Movie Reviews: Nightcrawler, Deliver Us From Evil

Nightcrawler
directed by Dan Gilroy
Nightcrawler is an independent film by first time director Dan Gilroy (he wrote The Bourne Legacy) which is worth checking out. Have you ever been around someone who makes you truly uncomfortable? Do you know someone whose smile or laugh gives you the impression that they are doing so not because they actually find something funny but because they learned on their home planet Voltron that humans occasionally smile or laugh. So they're trying to blend in. They're imitating human emotions. Some people fake feelings better than others do. Such a person could be a sociopath. They don't really have very many human passions other than lust or the need to dominate but they can temporarily put on many sentiments just as you put on clothing every morning. But as clothing is not a part of you, human instincts are foreign to sociopaths. Sociopaths can use emotions to manipulate or trick people. The more skilled of them can, when necessary, give an impression of actually caring about people. But truly, they don't. People are just a means to whatever end they are seeking. The sociopath can take off whatever emotion she was using to delude you and move on to the next mark. Guilt, shame, regret and honor are all meaningless concepts to such people. Trying to explain such things to them or worse trying to make them experience them are a complete waste of time and could wind up with someone getting hurt. In my current career, I don't think I've ever known anyone truly like that. I might have when I was in financial sales. 

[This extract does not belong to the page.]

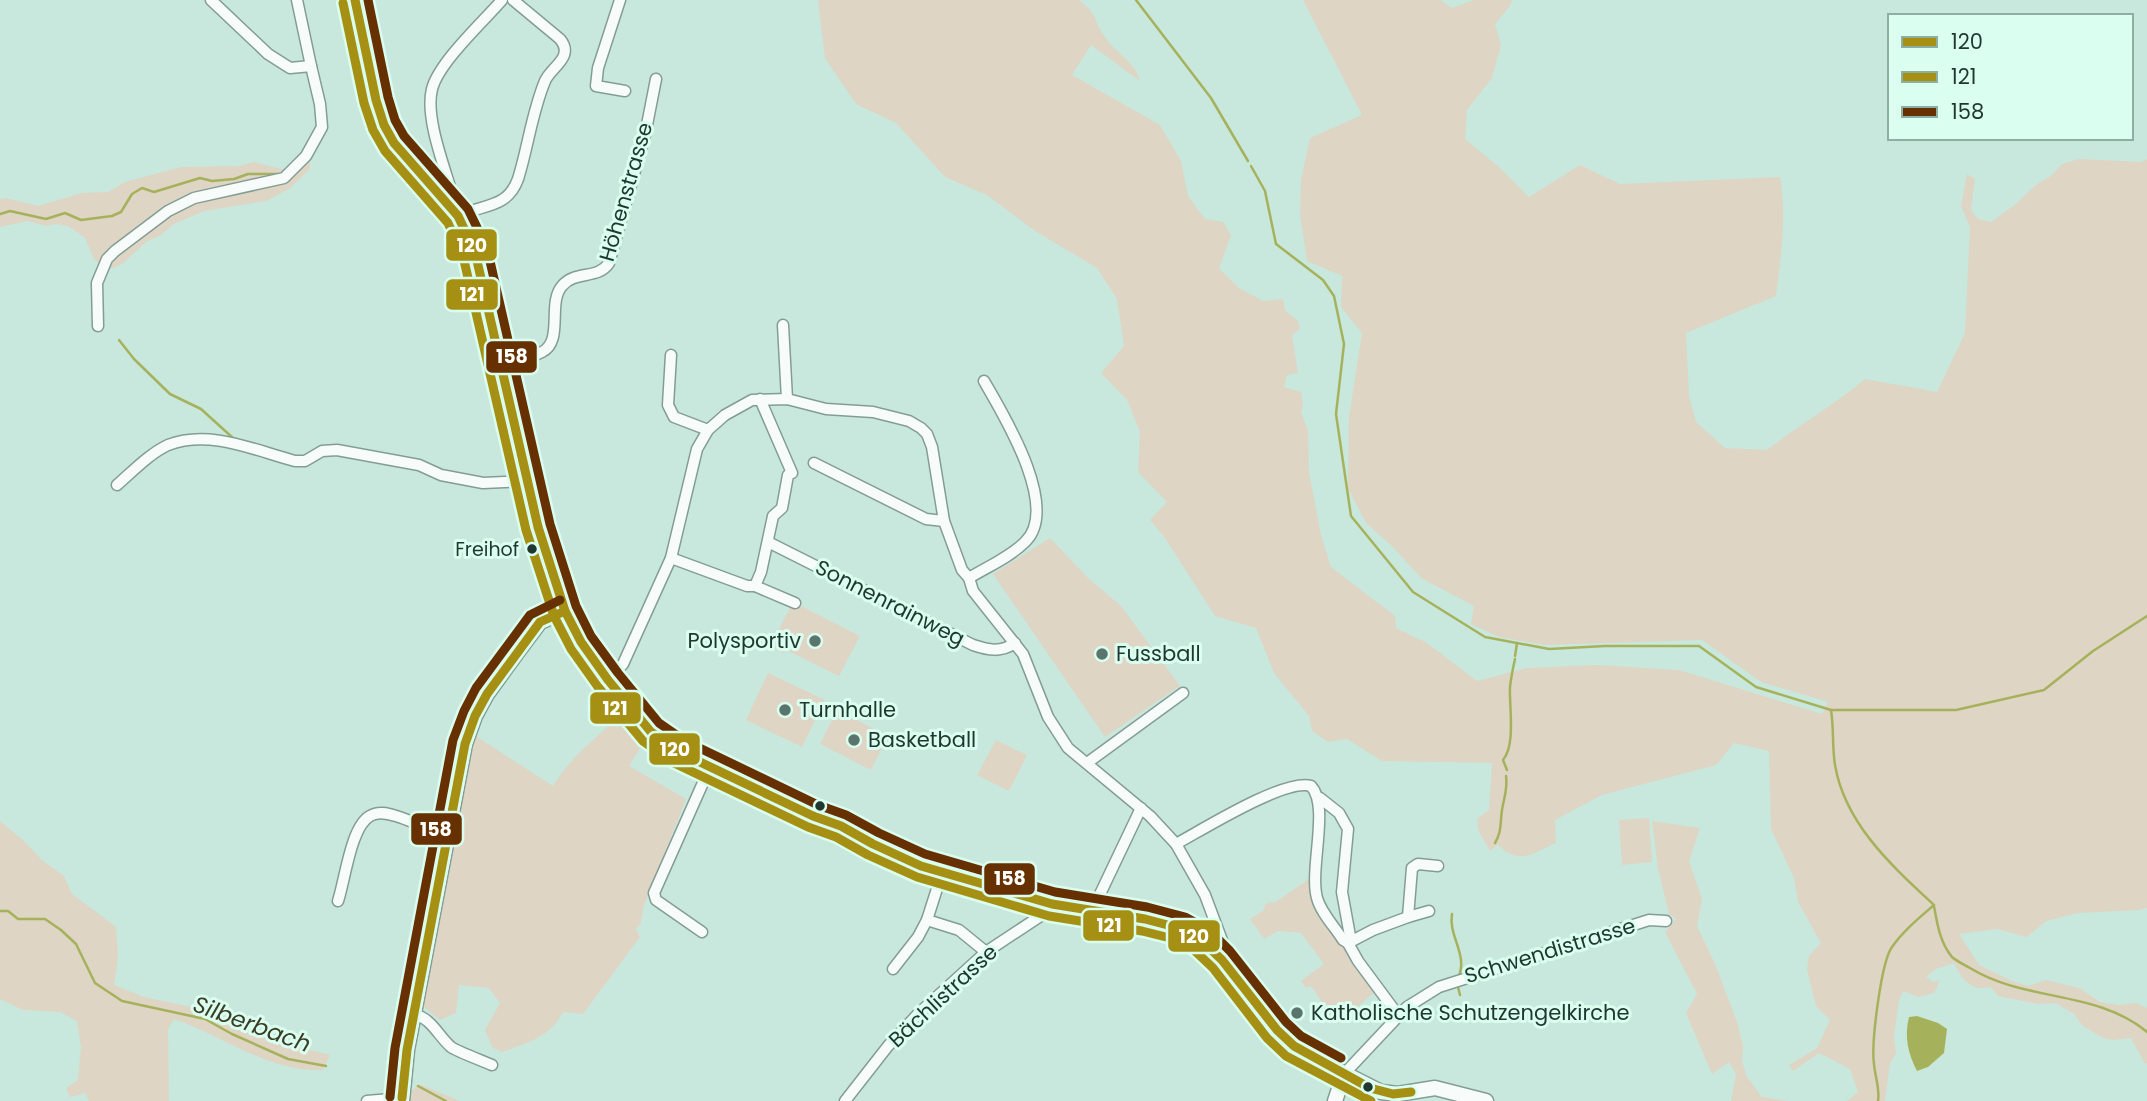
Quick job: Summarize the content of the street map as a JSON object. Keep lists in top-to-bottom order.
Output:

The higher I've moved up the food chain the more I find that many people closer to the top do not give a flying Fibber McGee about the folks below them. But honest to God true sociopaths? I think those are rare, at least at my relatively low level of authority. But Nightcrawler would have you believe that many of them are working in the news business. Los Angeles man Louis Bloom (Jake Gyllenhaal) is such a person. 
He is a smiling sociopath who only very rarely drops the mask to reveal the dark emptiness that's behind his cold eyes. Nightcrawler could be experienced as something of a satire. Louis has read/heard from online self-help classes or motivational gurus that a secret to success is to find the match between the set of things that you like to do and the set of things that you're actually good at doing. When you find that match you will then know what work you should do that will make you internally happy as well as possibly wealthy. Well so far Louis hasn't had any luck making that match. But things can change. When we first meet Louis he's a scrap metal thief who doesn't mind robbing security guards. An accident on the expressway catches his interest and also that of professional independent photographer Joe Loder (Bill Paxton). Loder answers a few questions from Louis but has little patience or time for someone he dismisses as weird. Well before long Louis has started showing up at crime scenes with an out-of-date camcorder. The other freelancers initially laugh at him as he's often late or irritates cops but Lou is persistent. Before too long the aggressively confident Louis has hired Rick (Riz Ahmed) as a low paid assistant. He's also started selling his video/photo work to an aging TV news director Nina Romina (Rene Russo-Dan Gilroy's wife) who oversees a low rated station and more specifically a low rated morning news show. Nina's already morally damaged. As she explains to the quick study Louis, she doesn't want stories about or images of poor or Black/Hispanic crime victims. Affluent white victims with non-white perpetrators are what she wants as news leads. In different ways both Nina and Loder underestimate Louis. They misread what he wants and how far he's prepared to go in order to get it. This is a man on a mission. Both Nina and Loder will be changed by their interactions with Louis.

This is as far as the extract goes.